Mitochondries et métabolisme de l'oxygène

Seconde partie : Troubles de l'oxygénation et mitochondries

Carol Deby


Chapitre I : No-reflow phenomenon

 

Note: pour la facilité de la lecture,
1. chaque référence dans le texte comporte un lien vers les pages de bibliographie
2. les abréviations et les formules chimiques sont reprises dans les pages du glossaire ; elles sont également identifiées directement dans le texte (apparition en arrière plan lors du pointage de la souris)

 

 

 

1. Description

C’est Ames et al. qui décrivirent le phénomène pour la première fois, en 1968 (Ames et al., 1968).
Lorsque l’on soumet une région du cortex cérébral à une ischémie de plus de 5 minutes et qu’on rétablit la circulation, des zones du tissu cérébral restent non irriguées. Ces expériences montrèrent que c’est lors de la reperfusion que les troubles d’obstruction apparaissent et sont liés à la présence de sang; lorsqu’on reperfuse la zone ischémiée avec un sérum salin véhiculant des particules de carbone pour suivre la progression du flux de liquide, on constate qu’une ischémie de 15 minutes est fort bien tolérée (figure I-1).
Les examens histologiques montrent que, lorsque les capillaires ne laissent plus passer le flux sanguin, les cellules endothéliales sont gonflées (swelling), bouchant la lumière du vaisseau, tandis qu’apparaît un œdème périvasculaire. Ces observations ont conduit les auteurs à supposer que c’est pendant la reperfusion par le sang que s’établissent les lésions.
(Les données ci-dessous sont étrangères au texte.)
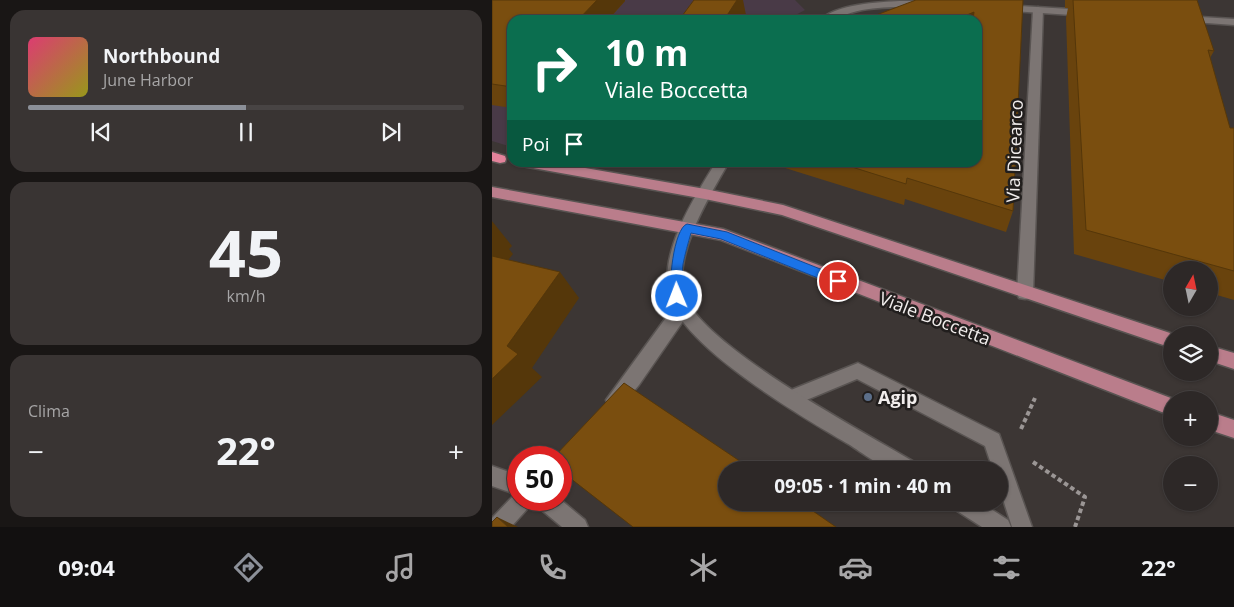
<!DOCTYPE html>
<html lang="it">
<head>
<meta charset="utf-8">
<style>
  :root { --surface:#2d2827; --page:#393433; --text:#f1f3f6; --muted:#a7a6a7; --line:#484444; --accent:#8c9099 }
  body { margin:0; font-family:"Open Sans",sans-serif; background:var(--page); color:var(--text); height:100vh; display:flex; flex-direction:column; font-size:19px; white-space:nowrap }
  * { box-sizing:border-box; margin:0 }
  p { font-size:16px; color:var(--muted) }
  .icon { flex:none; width:28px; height:28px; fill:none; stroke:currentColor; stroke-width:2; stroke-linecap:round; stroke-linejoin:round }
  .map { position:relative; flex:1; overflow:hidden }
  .details { display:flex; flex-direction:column; gap:10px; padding:10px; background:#191615; width:492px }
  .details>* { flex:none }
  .top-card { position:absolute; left:15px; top:15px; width:475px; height:152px; border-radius:15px; box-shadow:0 1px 4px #0004,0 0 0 1px var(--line); background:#0b6e4f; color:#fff; overflow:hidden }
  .needle { width:32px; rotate:9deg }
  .buttons { position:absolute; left:671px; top:261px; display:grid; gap:10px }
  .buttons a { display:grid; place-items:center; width:55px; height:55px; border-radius:50%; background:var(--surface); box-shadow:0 1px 4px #0004,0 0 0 1px var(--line); font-size:25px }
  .speed { position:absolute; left:15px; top:446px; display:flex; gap:10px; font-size:25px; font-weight:700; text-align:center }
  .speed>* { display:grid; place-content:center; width:65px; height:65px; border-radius:50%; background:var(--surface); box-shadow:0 1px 4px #0004,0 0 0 1px var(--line); line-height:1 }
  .speed .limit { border:8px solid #d22; background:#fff; color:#111 }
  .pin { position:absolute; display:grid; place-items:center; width:42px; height:42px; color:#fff; margin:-21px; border:2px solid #fff; border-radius:50%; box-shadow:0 1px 5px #0007 }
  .me { position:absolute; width:55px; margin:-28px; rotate:359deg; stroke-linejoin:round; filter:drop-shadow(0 0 4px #0008) }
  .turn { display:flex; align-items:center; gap:18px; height:105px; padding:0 15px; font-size:22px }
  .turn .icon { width:65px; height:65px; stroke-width:2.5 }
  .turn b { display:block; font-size:35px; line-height:42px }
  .then { display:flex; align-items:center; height:48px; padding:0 15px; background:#0003; gap:10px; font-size:19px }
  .big { font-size:38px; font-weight:700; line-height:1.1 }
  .details .tile { flex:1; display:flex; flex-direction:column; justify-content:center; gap:8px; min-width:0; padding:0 18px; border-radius:15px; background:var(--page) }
  .details .dial { align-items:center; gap:0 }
  .dial b { font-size:65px; line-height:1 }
  .song { display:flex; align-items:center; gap:15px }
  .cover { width:60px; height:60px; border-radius:8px; background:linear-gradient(135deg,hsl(340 70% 55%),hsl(60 70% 35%)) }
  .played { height:5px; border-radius:2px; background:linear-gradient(90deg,var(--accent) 50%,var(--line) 50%) }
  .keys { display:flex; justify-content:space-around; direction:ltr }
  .heat { display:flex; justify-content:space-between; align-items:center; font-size:28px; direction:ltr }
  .trip { position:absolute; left:226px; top:461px; width:290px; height:50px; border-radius:25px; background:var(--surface); box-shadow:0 1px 4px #0004,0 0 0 1px var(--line); font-weight:700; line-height:50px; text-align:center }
  .tab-bar { display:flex; height:80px; justify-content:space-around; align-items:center; background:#121010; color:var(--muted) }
  .tab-bar .icon { width:35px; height:35px }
  .tab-bar .current { color:var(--accent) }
  .tab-bar b { font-size:22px; color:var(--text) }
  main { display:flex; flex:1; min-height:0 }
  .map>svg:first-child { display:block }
</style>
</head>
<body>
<main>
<section class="details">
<div class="tile">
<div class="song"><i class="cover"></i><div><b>Northbound</b><p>June Harbor</p></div></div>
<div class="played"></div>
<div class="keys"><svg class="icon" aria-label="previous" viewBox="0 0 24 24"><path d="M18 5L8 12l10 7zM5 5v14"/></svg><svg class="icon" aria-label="pause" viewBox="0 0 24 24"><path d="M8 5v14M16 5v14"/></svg><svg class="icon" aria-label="next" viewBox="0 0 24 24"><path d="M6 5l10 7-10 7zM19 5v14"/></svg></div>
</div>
<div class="tile dial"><b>45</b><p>km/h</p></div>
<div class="tile"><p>Clima</p>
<div class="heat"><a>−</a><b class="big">22°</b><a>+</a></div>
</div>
</section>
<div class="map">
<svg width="742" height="527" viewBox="0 0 742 527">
  <rect width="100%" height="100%" fill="#3c3634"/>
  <!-- education -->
  <path fill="#493a47" d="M0,0H303L313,10L294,20H20V147L0,141Z"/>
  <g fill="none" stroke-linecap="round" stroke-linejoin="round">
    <defs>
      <path id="lane" d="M366,363L507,434L540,527H520L508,490V470H501L493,446L365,379L300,406L294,404L291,398L294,392Z"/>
      <g id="street">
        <path d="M546,7L551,10L541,293L539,298L533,299L527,298L525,293L541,10Z"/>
        <path d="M190,302L196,304L198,309L196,314L147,385L129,406L123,408L117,406L114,400L184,304Z"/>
        <path d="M0,466L26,475V500H40L37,507L19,527H0V518L23,494L0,486Z"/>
        <path d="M43,500H69L93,520L96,527H70L46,507Z"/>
      </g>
      <g id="secondary">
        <path d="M408,1H434L439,4L434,7C413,7 391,6 370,10C355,13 343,20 328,20C344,4 387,2 408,1Z"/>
        <path d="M510,5L594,10L599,13L594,16L507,10V6Z"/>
        <path d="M692,16L742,19V25L688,21V17Z"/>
        <path d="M224,162H237C218,195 179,258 193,296C212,347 373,433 424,463L427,470C418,470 408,472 400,470C391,468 367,451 358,445C312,418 189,347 177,295C167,251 202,198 224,162Z"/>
        <path d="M459,502H488L516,520L519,527H490L462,509Z"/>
      </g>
      <g id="primary">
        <path d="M24,162H59L213,189L291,205L684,335H680V348L290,215L213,199L30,166Z"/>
        <path d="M0,187L231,229L684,400H680V416L229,240L0,197Z"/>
        <path d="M718,346L742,353V369L718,361Z"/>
        <path d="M718,412L742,420V438L718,430Z"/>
      </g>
      <path id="highway" d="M0,152L13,156L14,159L13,162L8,163L0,161Z"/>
    </defs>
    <!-- lane casing -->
    <use href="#lane" stroke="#595452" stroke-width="3"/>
    <!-- street casing -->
    <use href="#street" stroke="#595452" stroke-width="3"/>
    <!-- secondary casing -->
    <use href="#secondary" stroke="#595452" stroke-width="3"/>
    <!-- primary casing -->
    <use href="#primary" stroke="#595452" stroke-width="3"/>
    <!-- highway casing -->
    <use href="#highway" stroke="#595452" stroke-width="3"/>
    <!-- path -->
    <g stroke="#9b9695" stroke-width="4" stroke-dasharray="4.5 3" stroke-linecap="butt">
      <path d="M529,429L543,398"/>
      <path d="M541,462L593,497L583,527"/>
    </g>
    <!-- lane -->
    <use href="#lane" fill="#7c7573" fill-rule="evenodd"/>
    <!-- street -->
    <use href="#street" fill="#7c7573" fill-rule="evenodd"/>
    <!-- secondary -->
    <use href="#secondary" fill="#7c7573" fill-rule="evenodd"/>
    <!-- primary -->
    <use href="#primary" fill="#ba7d8b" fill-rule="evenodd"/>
    <!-- highway -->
    <use href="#highway" fill="#e3839b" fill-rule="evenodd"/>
  </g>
  <!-- wall -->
  <g fill="#69430d">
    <path d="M0,0L133,1L116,20H20V108L0,105Z"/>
    <path d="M531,0L521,211L514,232L413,199L412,205L277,163V162H485Z"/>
    <path d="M573,0H705L722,51L718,58L738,128H742V300L718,293V270H680V282L582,254L574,18L576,8H573Z"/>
  </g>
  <!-- shaded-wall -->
  <g fill="#55370a">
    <path d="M105,0H133V1L116,20H86Z"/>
    <path d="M245,0H251L254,15L251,20H232Z"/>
    <path d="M482,12L481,20H463Z"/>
    <path d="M0,221L20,246L17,249L21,254L8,270L0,271Z"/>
    <path d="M68,272L87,298L40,368L50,377L0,425V379L15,346Z"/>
    <path d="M5,517L26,527H16Z"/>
  </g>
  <!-- building -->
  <g fill="#7a4e0f" stroke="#55370a">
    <path d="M0,0H105L86,20H20V87L0,84Z"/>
    <path d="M202,0H245L232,20H187Z"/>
    <path d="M424,0H531L521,211L415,178L414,184L344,162H485V20H481L482,12L463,20H371Z"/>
    <path d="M581,0H705L722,51L716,50L738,128H742V271L594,230Z"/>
    <path d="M0,256L68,272L15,346L26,354L0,379Z"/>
    <path d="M132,383L261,470H235V502H308L344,527H141L69,471V458H61Z"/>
    <path d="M5,517L16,527H0V522Z"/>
  </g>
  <!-- route -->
  <path fill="#1a73e8" stroke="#114b97" d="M195,224L235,232L351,278L352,281L351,284L346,286L229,239L199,233C196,243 193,254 191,264C189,274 193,292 189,299H181C175,287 182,228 195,224Z"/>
  <!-- markers -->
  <circle fill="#5c6f8a" stroke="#211e1d" stroke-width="2" cx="376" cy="397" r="5"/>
  <g text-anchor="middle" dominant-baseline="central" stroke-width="5" stroke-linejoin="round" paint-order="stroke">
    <!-- street labels -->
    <g font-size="18" fill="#f1edec" stroke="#211e1d">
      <text transform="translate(522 151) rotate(-88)">Via Dicearco</text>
      <text transform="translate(443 318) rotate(21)">Viale Boccetta</text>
    </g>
    <!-- poi labels -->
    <g font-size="18" font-weight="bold" fill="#f1edec" stroke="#211e1d" text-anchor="start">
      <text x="386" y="397">Agip</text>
    </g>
  </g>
</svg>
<div class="buttons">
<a><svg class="needle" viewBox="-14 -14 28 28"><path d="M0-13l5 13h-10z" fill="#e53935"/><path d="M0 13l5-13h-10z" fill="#a7a6a7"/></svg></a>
<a><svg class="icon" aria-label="layers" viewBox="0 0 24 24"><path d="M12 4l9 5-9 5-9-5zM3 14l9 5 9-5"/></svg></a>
<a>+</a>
<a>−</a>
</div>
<div class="speed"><div class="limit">50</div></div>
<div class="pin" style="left:346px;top:281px;background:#d93025"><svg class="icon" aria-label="arrive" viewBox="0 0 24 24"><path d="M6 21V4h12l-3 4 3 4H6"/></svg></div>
<svg class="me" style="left:185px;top:296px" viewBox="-20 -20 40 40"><circle r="17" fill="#1a73e8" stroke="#fff" stroke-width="3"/><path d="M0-11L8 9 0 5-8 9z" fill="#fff"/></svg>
<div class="trip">09:05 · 1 min · 40 m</div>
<div class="top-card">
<div class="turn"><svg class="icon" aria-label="right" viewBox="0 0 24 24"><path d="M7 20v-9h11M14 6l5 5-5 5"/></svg><div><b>10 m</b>Viale Boccetta</div></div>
<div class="then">Poi<svg class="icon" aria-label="arrive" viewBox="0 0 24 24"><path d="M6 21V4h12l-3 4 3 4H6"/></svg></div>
</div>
</div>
</main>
<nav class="tab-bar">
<b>09:04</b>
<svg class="icon current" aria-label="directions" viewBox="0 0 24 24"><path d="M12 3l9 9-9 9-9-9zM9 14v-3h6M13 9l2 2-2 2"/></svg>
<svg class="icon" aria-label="music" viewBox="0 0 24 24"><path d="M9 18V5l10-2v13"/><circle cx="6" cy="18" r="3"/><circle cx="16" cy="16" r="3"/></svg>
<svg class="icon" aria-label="phone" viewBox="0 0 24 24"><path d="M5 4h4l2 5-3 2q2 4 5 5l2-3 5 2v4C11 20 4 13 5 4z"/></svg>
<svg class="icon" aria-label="climate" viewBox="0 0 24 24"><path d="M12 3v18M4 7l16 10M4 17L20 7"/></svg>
<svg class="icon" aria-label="car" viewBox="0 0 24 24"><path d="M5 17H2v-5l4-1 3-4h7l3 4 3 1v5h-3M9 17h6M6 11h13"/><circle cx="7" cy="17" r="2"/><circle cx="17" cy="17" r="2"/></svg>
<svg class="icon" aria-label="filters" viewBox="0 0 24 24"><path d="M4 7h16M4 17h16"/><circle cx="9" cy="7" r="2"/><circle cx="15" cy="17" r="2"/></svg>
<b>22°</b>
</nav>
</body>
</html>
Le No-reflow fut confirmé pour la circulation cérébrale dans les années qui suivirent, notamment par Harrison et al. en 1975. Rappelons que le phénomène ne s’observe que dans les territoires irrigués par une artère terminale, dans le cerveau, dans le myocarde et dans l’intestin. Krug et al. avaient déjà décrit ce phénomène au niveau du myocarde en 1966 ; Kloner et al. confirmèrent ces travaux en 1974.

 

occlusion d'artere

Fig. I-1 : Réseau vasculaire irrigué par une artère terminale.
A. Le vaisseau principal avant le clampage ; le réseau vasculaire est visible de par le sang qui l’irrigue.
B. Après un clampage de plus de cinq minutes, le réseau n’est plus visible. Par contre, si au lieu de déclamper, on perfuse une suspension d’encre de Chine diluée dans une solution salée isotonique, le réseau devient à nouveau visible, même après 15 minutes d’ischémie (d’après Ames et al., 1968).

En 1974, Kloner et al. définissaient le phénomène de no-reflow au niveau cardiaque comme « une perfusion myocardique inadéquate à travers un segment donné de la circulation coronarienne, sans évidence angiographique d’obstruction mécanique ».
Reffelmann et collaborateurs reprennent leurs travaux sur le « no-reflow » en 2002 (Reffelmann et Kloner, 2002) et 2003 (Reffelmann et al., 2003) et simplifient leur définition en 2004 (Reffelmann et Kloner, 2004) : « incapacité de perfuser une portion du myocarde après la réouverture d’une artère coronaire préalablement occluse ».
Plus récemment, Reffelmann et Kloner (2006) proposent : « reperfusion incomplète et non uniforme au niveau microvasculaire malgré une réouverture adéquate de l’artère proximale après une période d’ischémie transitoire ».
Les premières observations de no-reflow chez l’homme datent de 1985 (Schofer et al., 1985). Mais il a fallu attendre 2005 pour qu’une étude anatomo-pathologique paraisse sur le sujet (Kawano et al., 2005).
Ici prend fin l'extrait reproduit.